I’m something of a Luddite with the Cloud. See “Hey! You! Get Off My Cloud!” I’m happy to use it as free automatic backup for my iPhone. But what about all those thumb drives sitting idle in the drawer? ds
© Dennis Simanaitis, SimanaitisSays.com, 2021
I’m also not a fan of the cloud, but for pragmatic reasons. 1. I don’t want to be dependent on an internet connection – and most specifically the companies in the cloud pipeline – for important data (documents). 2. Possession is 9/10ths of the law. I don’t want one of two mega corporations (MS or Amazon) “owning” my data. Or mining it – which the 100% do whether it is legal or not. Particularly not my business data.

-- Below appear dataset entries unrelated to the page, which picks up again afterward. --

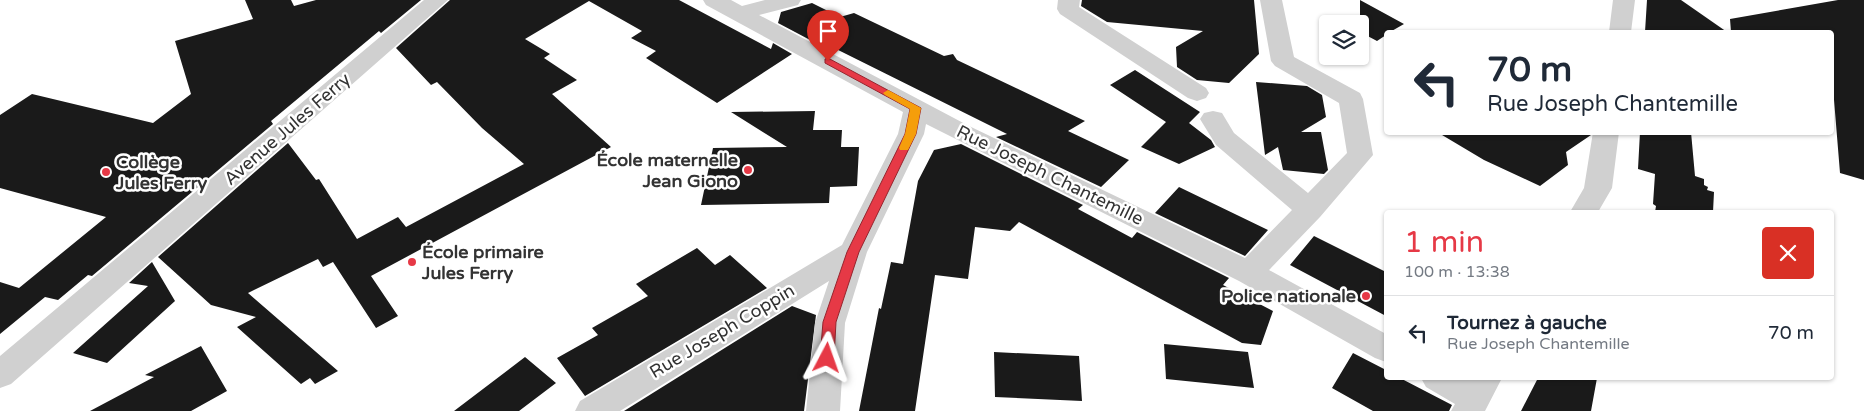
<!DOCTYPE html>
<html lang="fr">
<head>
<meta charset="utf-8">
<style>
  :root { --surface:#fff; --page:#f2f2f3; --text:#1f2937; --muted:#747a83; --line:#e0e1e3; --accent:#e63946 }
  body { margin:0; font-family:"Varela Round",sans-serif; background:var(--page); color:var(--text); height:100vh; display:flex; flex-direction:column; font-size:19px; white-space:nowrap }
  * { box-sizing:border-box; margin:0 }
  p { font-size:16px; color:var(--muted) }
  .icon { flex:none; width:28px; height:28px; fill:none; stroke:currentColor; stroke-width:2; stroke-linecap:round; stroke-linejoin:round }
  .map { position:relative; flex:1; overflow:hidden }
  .details { position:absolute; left:1384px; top:210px; width:450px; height:170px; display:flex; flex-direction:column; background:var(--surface); border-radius:5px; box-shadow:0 1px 4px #0004 }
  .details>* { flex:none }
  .top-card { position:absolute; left:1384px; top:30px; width:450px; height:105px; border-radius:5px; box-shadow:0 1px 4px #0004; background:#fff; color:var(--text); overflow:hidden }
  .controls { position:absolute; left:1319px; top:15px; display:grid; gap:10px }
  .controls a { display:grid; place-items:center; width:50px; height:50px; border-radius:5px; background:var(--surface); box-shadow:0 1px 4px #0004; font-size:25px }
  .pin { position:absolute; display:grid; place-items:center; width:42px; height:42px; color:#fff; margin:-51px -21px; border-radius:50% 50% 50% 0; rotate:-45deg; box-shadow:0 0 5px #0007 }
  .pin .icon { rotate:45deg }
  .me { position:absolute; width:55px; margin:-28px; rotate:4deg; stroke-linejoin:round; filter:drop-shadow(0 0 4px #0008) }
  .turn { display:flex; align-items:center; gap:18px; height:105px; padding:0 20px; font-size:22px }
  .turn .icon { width:65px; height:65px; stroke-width:2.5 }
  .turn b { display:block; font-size:35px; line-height:42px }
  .round { display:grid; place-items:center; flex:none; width:52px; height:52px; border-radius:5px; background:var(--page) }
  .summary { display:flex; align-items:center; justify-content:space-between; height:85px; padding:0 20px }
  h1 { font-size:30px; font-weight:600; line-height:38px; color:var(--accent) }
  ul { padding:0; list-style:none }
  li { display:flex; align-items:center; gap:15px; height:75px; padding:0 20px; border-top:1px solid var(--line) }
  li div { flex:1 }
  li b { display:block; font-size:19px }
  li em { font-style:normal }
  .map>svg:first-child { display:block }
  .building { fill:#1a1a1a }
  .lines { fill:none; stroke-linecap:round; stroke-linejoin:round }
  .minor { fill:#d0d0d0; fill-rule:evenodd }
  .route { fill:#e63946; stroke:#96252e }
  .slow { fill:#f59e0b }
  .poi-dot { fill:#e63946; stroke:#fff; stroke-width:2 }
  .labels { text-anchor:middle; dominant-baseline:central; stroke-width:5; stroke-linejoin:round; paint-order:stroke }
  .street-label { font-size:18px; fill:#333; stroke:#fff }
  .poi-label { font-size:18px; font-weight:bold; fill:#333; stroke:#fff; text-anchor:end }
</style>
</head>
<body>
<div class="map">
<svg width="1864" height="411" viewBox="0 0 1864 411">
  <rect width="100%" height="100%" fill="#fff"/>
  <!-- building -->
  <path class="building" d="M245,0h46l3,6 22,-6h105l-40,33 -2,-2 -108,90 2,3 -181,152 -4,-1 -30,25 -13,-3 -45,37v-52l19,6 87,-71 -106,-29v-73l32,-21 121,29 38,-29 -16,-53 78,-22z
    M450,0h229l92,49 2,-6 19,11 -75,49 -71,-45 10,-7 -25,-13 11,-7 -53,-30 -64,38 25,15 -6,4 33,22 -25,14 59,53 -240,129 27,40 -22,12 -43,-66 -10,5 -5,-8 -70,34 90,78 -23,13 -5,-6 -9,6 -64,-57 19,-10 -45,-12 -53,-48 130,-114 28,37 3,-1 38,60 41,-22 8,10 118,-63 -42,-36 -45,-46 -6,3 -35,-37z
    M1082,0h172l5,54 -30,29 -32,-3 -20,-13 -1,-20 27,-16 -96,-9 -26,-16z
    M1360,0l44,24 -14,8h-4v3l-9,6 -17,-9z
    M1647,0h34l46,32h-82z
    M1838,0h26v180l-24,-7 -9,-110v-31h-100l-1,-13z
    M812,3l28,14 14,-4 90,43 9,-2 4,6 128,61 -17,10 61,29 -28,27 -105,-50 11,-3 -191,-95 -4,2 -34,-18 3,-11z
    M1135,70l65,42 -11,11 22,17 4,7 -36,17 -38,-17 25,-25 -56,-37z
    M1256,82l51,4 15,9 4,22 -25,15h20l7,38 -4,4 -41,-4 -5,-23 -13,8z
    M815,111l-2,19h29l-1,17h18l-2,39 -27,1 -1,16 -128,2 12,-57 74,-1 -56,-35z
    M1437,132h154v3l-25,17 2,13 -28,21 -56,-26z
    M1640,132h51l4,44 9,3v6l4,2 -1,3 7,2 -1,20h-58l1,-6 -3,-2 2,-30 -17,-5z
    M961,144l122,61 -5,4 54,29 5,-6 92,46 -6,7 50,26 -12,34 -19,-2 -223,-121 -9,9 -35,-4 -7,52 -33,-4 -20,136h-56l20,-103 2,1 10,-47 12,2 15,-83 16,-31z
    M1179,187l89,43 -23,26 -90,-43z
    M1314,236l72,36v44l-96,-51z
    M697,248l18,17 15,-10 37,33 -182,108 -28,-38 41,-23 -6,-7 56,-32 -12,-12z
    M152,262l23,39 -68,62 -34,-10 75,-67 -19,-3z
    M792,306l24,9 -12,96h-180z
    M1164,344l84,8 6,36 -88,-9z
    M201,346l26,45 -36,20h-101l64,-34 -9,-2z
    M994,352l85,4 3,45 -87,-4z
    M1353,353l33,17v8h14l52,27 -3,6h-76l-41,-23z
    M525,357l31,26 -37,28h-65z
    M1538,378h59l-6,33h-70z"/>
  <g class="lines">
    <!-- minor -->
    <path class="minor" d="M424,0h24l-437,384 -11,4v-32z
      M703,0h28l11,6 23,-6h36l-3,5 -39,10 210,111 276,132 47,-48 -76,-65 -16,-26 4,-6 9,-2 9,2 12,20 74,60 39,-40 -8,-50 -64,-37 -4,-5 -11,-61h22l12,57 66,36 3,6 10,56 -53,62 -51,53 117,64v28l-11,-4 -136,-77 -313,-157 -2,10 -57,118 -22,71 -5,88h-34l9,-88 14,-42 -209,130h-45l5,-10 262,-156 56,-111 5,-22 -197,-107z
      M1058,0h22l-1,7 127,81 3,5 -3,5 -9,3 -9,-3 -128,-84 -3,-5z
      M1613,0h22l-4,32h-22z
      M1593,132h26l-7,56 -14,24h-28l14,-24z
      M1421,378l48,1 1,-1h32l-17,33h-34l4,-7 -29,-17z"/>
  </g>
  <!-- route -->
  <path class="route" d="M828,58l93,50 -5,26 -57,118 -23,70 -2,36 -7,5 -7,-5 3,-36 24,-70 58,-118 5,-25 -85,-46v-4z"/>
  <!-- slow -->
  <path class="slow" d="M888,90l33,18 -5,26 -8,16h-8l-1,-2 6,-14 5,-25 -25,-14 -2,-2z"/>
  <!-- markers -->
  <g class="poi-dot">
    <circle cx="748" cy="170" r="5"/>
    <circle cx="106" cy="172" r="5"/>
    <circle cx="412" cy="262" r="5"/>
    <circle cx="1366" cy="296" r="5"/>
  </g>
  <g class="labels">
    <!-- street labels -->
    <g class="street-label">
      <text transform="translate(287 129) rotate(-41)">Avenue Jules Ferry</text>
      <text transform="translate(1050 175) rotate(26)">Rue Joseph Chantemille</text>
      <text transform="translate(722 331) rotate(-31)">Rue Joseph Coppin</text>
    </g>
    <!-- poi labels -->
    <g class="poi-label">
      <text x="738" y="160">École maternelle<tspan x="738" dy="21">Jean Giono</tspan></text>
      <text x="116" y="162" text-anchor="start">Collège<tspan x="116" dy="21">Jules Ferry</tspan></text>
      <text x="422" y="252" text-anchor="start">École primaire<tspan x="422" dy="21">Jules Ferry</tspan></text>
      <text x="1356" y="296">Police nationale</text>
    </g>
  </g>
</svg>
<div class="controls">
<a><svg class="icon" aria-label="layers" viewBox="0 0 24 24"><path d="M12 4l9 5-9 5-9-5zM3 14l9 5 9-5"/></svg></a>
</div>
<div class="pin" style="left:828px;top:61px;background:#d93025"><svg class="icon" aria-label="arrive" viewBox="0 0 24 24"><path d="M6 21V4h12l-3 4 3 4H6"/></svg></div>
<svg class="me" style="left:827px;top:358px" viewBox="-20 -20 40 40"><path d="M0-17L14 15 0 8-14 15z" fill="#e63946" stroke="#fff" stroke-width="4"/></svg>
<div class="top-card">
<div class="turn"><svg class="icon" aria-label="left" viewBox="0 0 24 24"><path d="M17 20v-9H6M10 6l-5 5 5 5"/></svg><div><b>70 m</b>Rue Joseph Chantemille</div></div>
</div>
<section class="details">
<div class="summary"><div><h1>1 min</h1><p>100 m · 13:38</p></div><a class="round" style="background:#d93025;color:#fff"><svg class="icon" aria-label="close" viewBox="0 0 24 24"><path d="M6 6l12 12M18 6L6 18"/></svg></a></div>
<ul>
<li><svg class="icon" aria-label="left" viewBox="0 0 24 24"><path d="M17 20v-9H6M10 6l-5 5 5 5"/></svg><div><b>Tournez à gauche</b><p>Rue Joseph Chantemille</p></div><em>70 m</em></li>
</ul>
</section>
</div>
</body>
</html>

I use the cloud (e.g. Dropbox, Onedrive, etc.) to share things between my computer and, occasionally, with somebody else. I figure anything stored in a “cloud” account, especially a free one, is mined for advertising or even more sinister purposes; if it’s private, it’s encrypted.
If all your floppies are 3 1/2’s, you can get a USB 3 1/2″ floppy drive from several vendors in the flea market called Amazon. Even the $20 ones work. USB optical disk drives are there too, including writers all the way up to Blu-Ray (got one of those, t oo, for about $60). What I haven’t found in years is a USB 5 1/4″ floppy drive; they might not be supported by modern computers, and certainly aren’t as direct hardware by any recent motherboard. So all my old backups on 5 1/4″ are toast.
And MSFS! I still have mine, buried in boxes of old software. It used to be the ultimate test for PC-clone compatibility. Probably won’t work in 64-bit Windows, but it might be worth trying in DOSBox. Or better yet, use the newer versions (FSX works fine).